Die Männer fürchteten sie; sogar Oboro, der Zauberdoktor, mied sie.

Denn darin bestand ihr wirksamster Zauber, dass sie die Macht hatte, die Augen der Männer und Weiber Dinge sehen zu lassen, die jene am allerwenigsten zu sehen begehrten.

Einmal verfolgte sie ein kleiner Häuptling den Pfad am Fluss entlang, wo das Gras kinnhoch steht. Er hatte gewisse Absichten auf sie, und im rechten Augenblick schlich er, wo es recht einsam war, aus dem Versteck, ließ seine Sperre ins Gras fallen und packte sie so fest an ihren Armen, dass sie sich nicht bewegen konnte, obwohl sie sehr stark war.

„Agasaka“, sagte er, „ich habe eine Hütte in diesem Wald, die noch niemals die Stimme eines Weibes vernommen hat ...“

So weit war er in seiner Rede gekommen, und dann sah er, über ihre seidige Schulter hinweg, drei schwarze Leoparden Seite an Seite den engen Pfad entlang kommen; ihre Köpfe geduckt, und ihre goldbraunen Augen gierig nach Beute.

Sofort gab er sie frei und floh zu seinen Speeren.

Als er sich wieder umwandte, waren Weib und Leoparden fort.

Aliki war der Jäger ihres Dorfes, um dessen Bekanntschaft man nichts gab, denn er war mit allen Arten Zauber vertraut und ging oft des Nachts in den Urwald, um mit Dämonen zu verkehren. Eines Nachts sah er eine Erscheinung im Feuer, eine mächtige, rote Eidechse, die mit ihren großen, schweren Augenlidern blinzelte. Aliki sah sich in seiner Familie um, auf der kaltblütigen Suche nach einem Opfer. Denn Calichi, der Feuerdrachen, ist der gutmütigste der Dämonen und nimmt einen Stellvertreter für den Mann oder das Weib an, dem er mit seinen roten, zwinkernden Augen die Todesbotschaft gesandt hat.

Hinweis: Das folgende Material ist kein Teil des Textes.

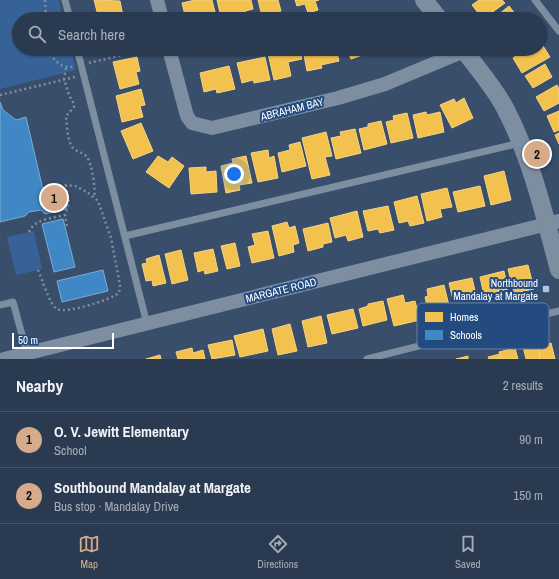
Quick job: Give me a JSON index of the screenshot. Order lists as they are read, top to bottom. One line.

In diesem Lichte betrachtete Aliki seine drei Weiber, seinen Vater und einen Onkel, der viele Tagereisen weit zu einem Jagdzug hergekommen war; und keiner von diesen schien ihm gut genug für sein Vorhaben, denn Calichi ist ein gefräßiger Dämon, nur das Schönste und Beste will ihm gefallen. Jenseits dieser Gruppe saßen andere Gruppen um das rote Feuer herum und aßen aus dem großen Topf, der in der heißen Asche stand. Die Dorfstraße von Chimbiri läuft vom Urwald zum Fluss als breiter Zugang, der mit Hütten umsäumt ist, und vor jeder Hütte brannte ein Feuer, und vor jedem Feuer hockten die Männer und Weiber des Hauses.

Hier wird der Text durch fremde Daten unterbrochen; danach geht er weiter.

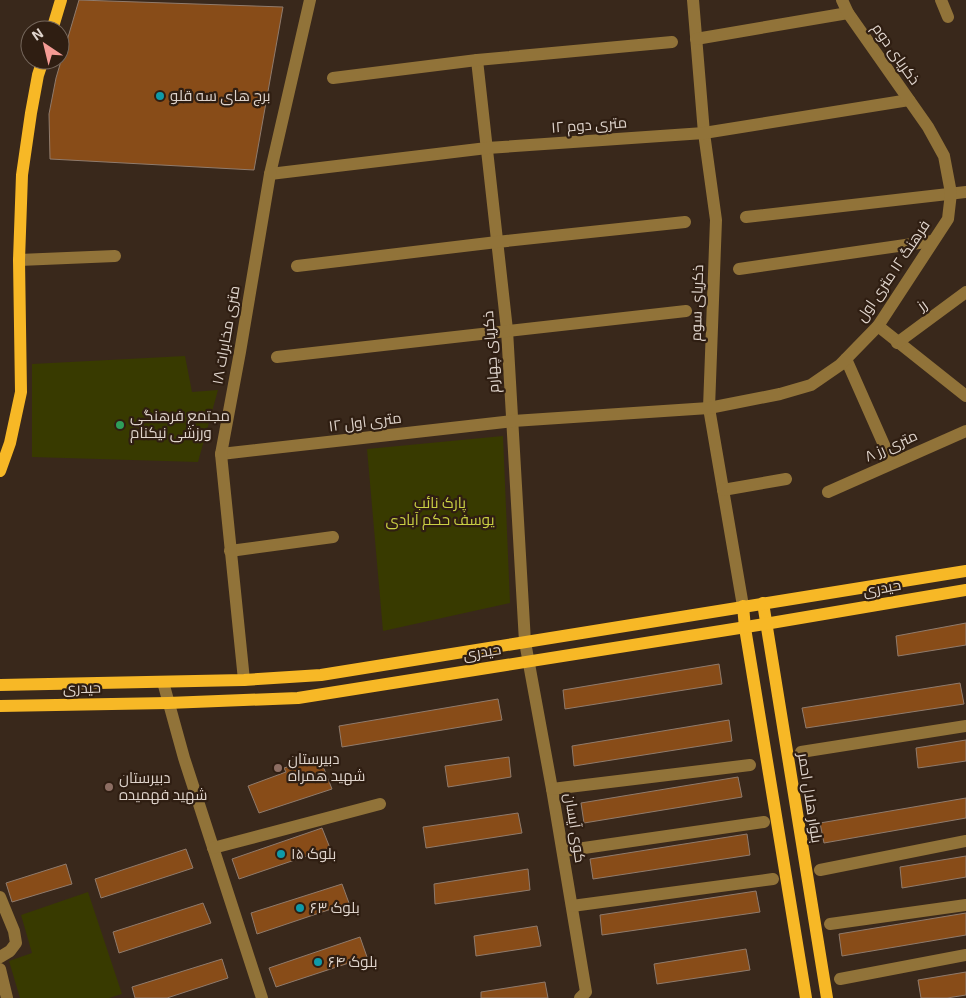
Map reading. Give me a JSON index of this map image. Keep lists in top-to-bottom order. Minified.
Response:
{"streets":{"main road":["حیدری","بلوار هلال احمر"],"street":["ذکریای دوم","۱۲ متری دوم","فرهنگ ۱۲ متری اول","ذکریای سوم","رز","۱۸ متری مخابرات","ذکریای چهارم","۱۲ متری اول","۸ متری رز","کوی آیسان"]},"crossings":[["ذکریای دوم","۱۲ متری دوم"],["ذکریای دوم","فرهنگ ۱۲ متری اول"],["۱۲ متری دوم","فرهنگ ۱۲ متری اول"],["۱۲ متری دوم","ذکریای سوم"],["۱۲ متری دوم","۱۸ متری مخابرات"],["۱۲ متری دوم","ذکریای چهارم"],["فرهنگ ۱۲ متری اول","ذکریای سوم"],["فرهنگ ۱۲ متری اول","ذکریای چهارم"],["فرهنگ ۱۲ متری اول","۱۲ متری اول"],["ذکریای سوم","حیدری"],["۱۸ متری مخابرات","۱۲ متری اول"],["۱۸ متری مخابرات","حیدری"],["ذکریای چهارم","۱۲ متری اول"],["ذکریای چهارم","حیدری"],["ذکریای چهارم","کوی آیسان"],["حیدری","بلوار هلال احمر"],["حیدری","کوی آیسان"]],"parks":["پارک نائب یوسف حکم آبادی"],"places":["برج های سه قلو","مجتمع فرهنگی ورزشی نیکنام","دبیرستان شهید همراه","دبیرستان شهید فهمیده","بلوک ۱۵","بلوک ۶۳","بلوک ۶۴"],"north":"top left"}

Die Nacht war gekommen. Über den riesigen Gummibäumen war der Himmel mit funkelnden Sternen besetzt, die wie Calichi, nur schneller, blinkten und winkten.

Aliki sah die Sterne und rieb die Flächen seiner Hand am Staub der Erde, damit er Glück hätte, und in diesem Augenblick kam ihm das zweite Weib seines Nachbars zu Gesicht, ein großes Weib von achtzehn Jahren, eine Nymphe, aus Mahagoni geschnitzt, schlank und schwipp, nackt bis zur Hüftenlinie ihres Graslendenschurzes. Und Aliki fand, dass er in ihr einen geeigneten Ersatz gefunden habe, und murmelte ihren Namen, als er in die Augen der Feuerechse sah. Darauf wurde die Erscheinung des Ungeheuers schwächer und verschwand, und Aliki wusste, dass der Feuerdämon seine Wahl gut hieß.

Später in der Nacht, als Loka, das Weib M'surus des Jägers, zum Flusse ging, um Wasser für den Bedarf des Hauptweibes zu holen, fing Aliki sie ab.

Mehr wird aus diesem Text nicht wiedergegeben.